§ PROVIDED DATA:
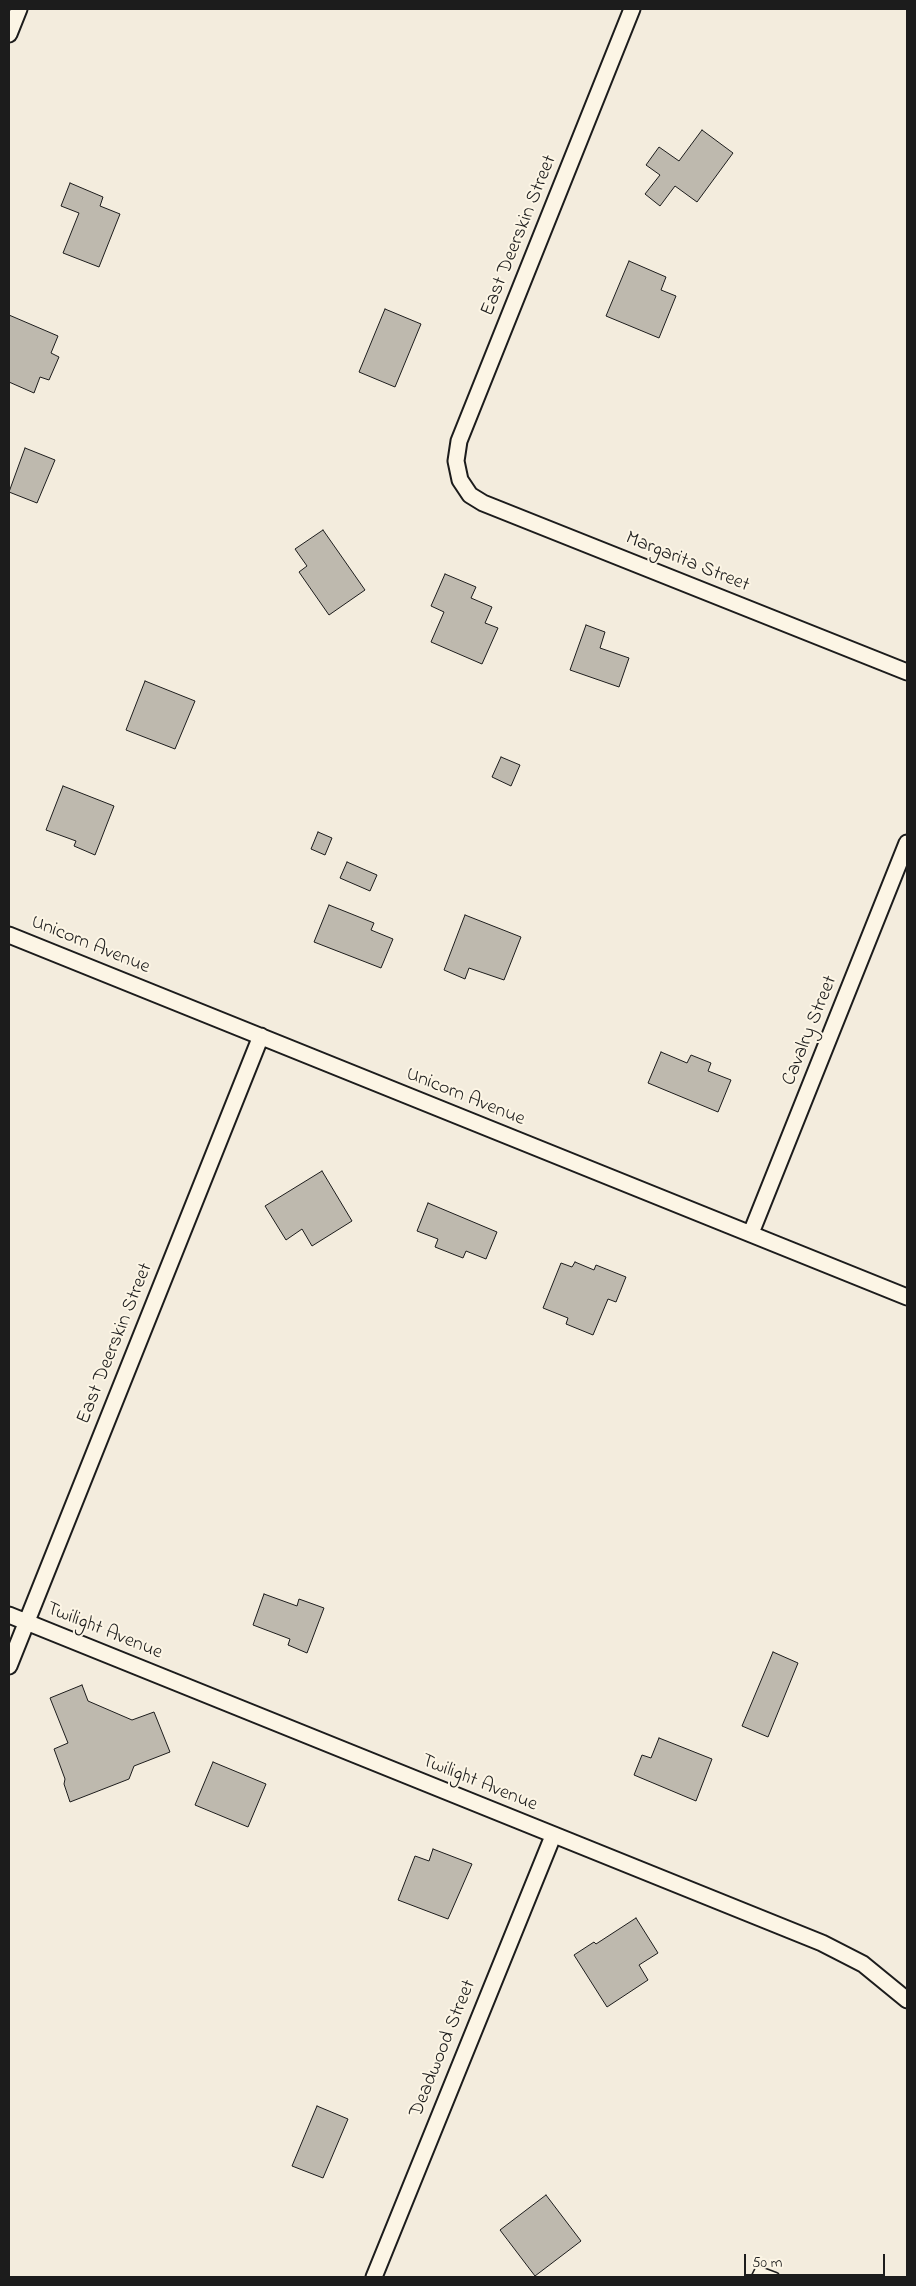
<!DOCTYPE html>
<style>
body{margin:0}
#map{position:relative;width:916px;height:2286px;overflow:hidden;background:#f3ecdd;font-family:"Indie Flower",sans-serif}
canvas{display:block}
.frame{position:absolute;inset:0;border:10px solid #1c1c1c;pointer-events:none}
.scale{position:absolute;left:744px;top:2254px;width:141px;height:22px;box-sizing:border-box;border:2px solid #1c1c1c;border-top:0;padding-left:6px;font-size:15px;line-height:18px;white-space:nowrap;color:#1c1c1c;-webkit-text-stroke:4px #fcf5e5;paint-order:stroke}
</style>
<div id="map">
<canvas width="916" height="2286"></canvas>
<div class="frame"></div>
<div class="scale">50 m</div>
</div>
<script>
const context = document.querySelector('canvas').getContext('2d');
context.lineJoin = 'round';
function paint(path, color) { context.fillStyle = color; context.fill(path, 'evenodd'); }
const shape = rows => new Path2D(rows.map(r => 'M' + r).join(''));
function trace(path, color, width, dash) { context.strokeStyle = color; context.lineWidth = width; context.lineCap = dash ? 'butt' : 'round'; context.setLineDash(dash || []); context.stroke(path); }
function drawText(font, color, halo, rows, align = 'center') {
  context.font = font + ' "Indie Flower",sans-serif'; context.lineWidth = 4; context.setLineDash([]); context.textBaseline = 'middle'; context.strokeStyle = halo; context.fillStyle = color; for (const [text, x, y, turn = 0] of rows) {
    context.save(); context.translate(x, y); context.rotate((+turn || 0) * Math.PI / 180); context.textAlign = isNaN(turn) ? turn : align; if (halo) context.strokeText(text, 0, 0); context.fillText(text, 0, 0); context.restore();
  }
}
const building = shape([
 [702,130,733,153,697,202,675,186,660,206,645,194,660,175,646,165,659,147,679,161,702,130],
 [70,183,103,197,100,206,120,214,99,267,63,253,79,213,61,206,70,183],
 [629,261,666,277,661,290,676,296,659,338,606,316,629,261],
 [385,309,421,324,395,387,359,372,385,309],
 [9,315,58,336,51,353,59,357,49,380,40,377,34,393,9,382,9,315],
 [25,448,55,460,37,503,9,492,25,448],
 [323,530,365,590,329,615,299,572,307,566,295,549,323,530],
 [445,574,476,587,471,598,492,607,485,623,498,628,482,664,431,642,444,612,431,606,445,574],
 [586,625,605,632,600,648,629,658,619,687,570,670,586,625],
 [145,681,195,701,175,749,126,730,145,681],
 [501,757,520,765,511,786,492,777,501,757],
 [63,786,114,806,95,855,74,846,76,841,46,830,63,786],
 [318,832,332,838,325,855,311,849,318,832],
 [347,862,377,875,370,891,340,878,347,862],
 [329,905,374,923,371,930,393,939,381,968,314,942,329,905],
 [465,915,521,937,504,980,469,968,465,979,444,970,465,915],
 [661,1052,687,1063,691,1055,711,1063,708,1071,731,1080,718,1112,648,1083,661,1052],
 [322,1171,352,1221,312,1246,302,1229,286,1240,265,1206,322,1171],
 [428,1203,497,1232,486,1259,466,1251,463,1258,435,1247,438,1239,417,1231,428,1203],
 [575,1262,594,1270,596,1265,626,1277,616,1302,608,1299,593,1335,566,1324,568,1318,543,1308,561,1263,572,1267,575,1262],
 [264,1594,297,1606,299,1599,324,1608,307,1653,288,1645,290,1639,253,1625,264,1594],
 [773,1652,798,1663,768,1737,742,1726,773,1652],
 [82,1685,88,1701,132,1720,154,1712,170,1752,134,1766,129,1779,70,1802,64,1784,65,1779,54,1749,68,1743,50,1698,82,1685],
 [659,1738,712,1759,696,1801,634,1775,642,1755,651,1758,659,1738],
 [213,1762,266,1784,248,1827,195,1805,213,1762],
 [433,1849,472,1864,448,1919,398,1900,415,1856,429,1861,433,1849],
 [636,1918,658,1953,639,1965,648,1980,607,2007,574,1955,594,1942,596,1944,636,1918],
 [317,2106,348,2119,323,2178,292,2166,317,2106],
 [546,2195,581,2241,535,2276,500,2230,546,2195]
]);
paint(building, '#beb9ae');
trace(building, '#1c1c1c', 1);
const lane = shape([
 [756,2277,759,2271,775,2277]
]);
const street = shape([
 [632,9,459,441,456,461,460,480,470,495,483,503,907,672],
 [9,34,19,9],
 [9,935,907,1297],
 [751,1233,907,843],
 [9,1615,822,1943,863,1964,907,2000],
 [9,1666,261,1036],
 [374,2277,553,1836]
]);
trace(lane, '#1c1c1c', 11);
trace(street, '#1c1c1c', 19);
trace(lane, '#fcf5e5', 8);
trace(street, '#fcf5e5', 15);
drawText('20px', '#1c1c1c', '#fcf5e5', [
 ["East Deerskin Street",520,236,-68],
 ["Margarita Street",687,563,22],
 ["Unicorn Avenue",90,946,22],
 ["Cavalry Street",811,1031,-68],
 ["Unicorn Avenue",465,1098,22],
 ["East Deerskin Street",116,1344,-68],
 ["Twilight Avenue",104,1632,22],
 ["Twilight Avenue",479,1784,22],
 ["Deadwood Street",444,2049,-68]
]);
</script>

§ EXERCISE DESCRIPTION:
Using only the data above, copy out the lines that include the word "strokeStyle".

§ REPLY TO THE TASK:
function trace(path, color, width, dash) { context.strokeStyle = color; context.lineWidth = width; context.lineCap = dash ? 'butt' : 'round'; context.setLineDash(dash || []); context.stroke(path); }
  context.font = font + ' "Indie Flower",sans-serif'; context.lineWidth = 4; context.setLineDash([]); context.textBaseline = 'middle'; context.strokeStyle = halo; context.fillStyle = color; for (const [text, x, y, turn = 0] of rows) {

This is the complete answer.